The task:
Below are the records; restate all of them word for word.
━━━━━━━━━━
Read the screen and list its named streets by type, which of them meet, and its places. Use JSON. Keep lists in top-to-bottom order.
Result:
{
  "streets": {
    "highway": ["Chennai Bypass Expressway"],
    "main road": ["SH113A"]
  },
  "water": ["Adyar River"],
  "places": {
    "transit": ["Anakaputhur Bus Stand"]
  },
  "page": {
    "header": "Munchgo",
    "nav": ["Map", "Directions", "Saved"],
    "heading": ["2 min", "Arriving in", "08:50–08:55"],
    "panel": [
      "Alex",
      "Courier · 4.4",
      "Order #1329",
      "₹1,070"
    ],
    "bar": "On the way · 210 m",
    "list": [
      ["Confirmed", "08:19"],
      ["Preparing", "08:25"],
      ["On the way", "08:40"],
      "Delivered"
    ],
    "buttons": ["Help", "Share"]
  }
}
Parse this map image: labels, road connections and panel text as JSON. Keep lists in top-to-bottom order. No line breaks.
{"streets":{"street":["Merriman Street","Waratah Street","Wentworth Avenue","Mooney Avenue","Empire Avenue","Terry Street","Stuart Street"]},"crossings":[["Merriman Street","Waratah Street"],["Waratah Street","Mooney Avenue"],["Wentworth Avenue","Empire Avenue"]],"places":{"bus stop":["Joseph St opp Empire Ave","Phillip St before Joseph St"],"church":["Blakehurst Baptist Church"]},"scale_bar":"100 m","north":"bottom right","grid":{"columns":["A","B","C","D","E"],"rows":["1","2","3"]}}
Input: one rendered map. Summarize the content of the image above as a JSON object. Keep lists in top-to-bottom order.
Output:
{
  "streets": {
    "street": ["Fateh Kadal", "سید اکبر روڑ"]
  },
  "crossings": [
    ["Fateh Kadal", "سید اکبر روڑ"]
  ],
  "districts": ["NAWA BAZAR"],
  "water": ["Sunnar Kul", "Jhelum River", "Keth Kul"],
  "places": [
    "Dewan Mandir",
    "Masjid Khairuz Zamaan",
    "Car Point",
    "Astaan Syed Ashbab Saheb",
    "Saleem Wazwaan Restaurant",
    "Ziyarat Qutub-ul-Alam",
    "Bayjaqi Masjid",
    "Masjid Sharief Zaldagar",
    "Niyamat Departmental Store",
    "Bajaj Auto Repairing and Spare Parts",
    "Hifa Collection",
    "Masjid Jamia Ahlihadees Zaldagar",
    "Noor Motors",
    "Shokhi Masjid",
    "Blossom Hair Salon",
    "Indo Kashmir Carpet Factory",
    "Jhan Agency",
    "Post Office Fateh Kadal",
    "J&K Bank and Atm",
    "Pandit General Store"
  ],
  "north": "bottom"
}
━━━━━━━━━━
Answer below:
Read the screen and list its named streets by type, which of them meet, and its places. Use JSON. Keep lists in top-to-bottom order.
Result:
{
  "streets": {
    "highway": ["Chennai Bypass Expressway"],
    "main road": ["SH113A"]
  },
  "water": ["Adyar River"],
  "places": {
    "transit": ["Anakaputhur Bus Stand"]
  },
  "page": {
    "header": "Munchgo",
    "nav": ["Map", "Directions", "Saved"],
    "heading": ["2 min", "Arriving in", "08:50–08:55"],
    "panel": [
      "Alex",
      "Courier · 4.4",
      "Order #1329",
      "₹1,070"
    ],
    "bar": "On the way · 210 m",
    "list": [
      ["Confirmed", "08:19"],
      ["Preparing", "08:25"],
      ["On the way", "08:40"],
      "Delivered"
    ],
    "buttons": ["Help", "Share"]
  }
}
Parse this map image: labels, road connections and panel text as JSON. Keep lists in top-to-bottom order. No line breaks.
{"streets":{"street":["Merriman Street","Waratah Street","Wentworth Avenue","Mooney Avenue","Empire Avenue","Terry Street","Stuart Street"]},"crossings":[["Merriman Street","Waratah Street"],["Waratah Street","Mooney Avenue"],["Wentworth Avenue","Empire Avenue"]],"places":{"bus stop":["Joseph St opp Empire Ave","Phillip St before Joseph St"],"church":["Blakehurst Baptist Church"]},"scale_bar":"100 m","north":"bottom right","grid":{"columns":["A","B","C","D","E"],"rows":["1","2","3"]}}
Input: one rendered map. Summarize the content of the image above as a JSON object. Keep lists in top-to-bottom order.
Output:
{
  "streets": {
    "street": ["Fateh Kadal", "سید اکبر روڑ"]
  },
  "crossings": [
    ["Fateh Kadal", "سید اکبر روڑ"]
  ],
  "districts": ["NAWA BAZAR"],
  "water": ["Sunnar Kul", "Jhelum River", "Keth Kul"],
  "places": [
    "Dewan Mandir",
    "Masjid Khairuz Zamaan",
    "Car Point",
    "Astaan Syed Ashbab Saheb",
    "Saleem Wazwaan Restaurant",
    "Ziyarat Qutub-ul-Alam",
    "Bayjaqi Masjid",
    "Masjid Sharief Zaldagar",
    "Niyamat Departmental Store",
    "Bajaj Auto Repairing and Spare Parts",
    "Hifa Collection",
    "Masjid Jamia Ahlihadees Zaldagar",
    "Noor Motors",
    "Shokhi Masjid",
    "Blossom Hair Salon",
    "Indo Kashmir Carpet Factory",
    "Jhan Agency",
    "Post Office Fateh Kadal",
    "J&K Bank and Atm",
    "Pandit General Store"
  ],
  "north": "bottom"
}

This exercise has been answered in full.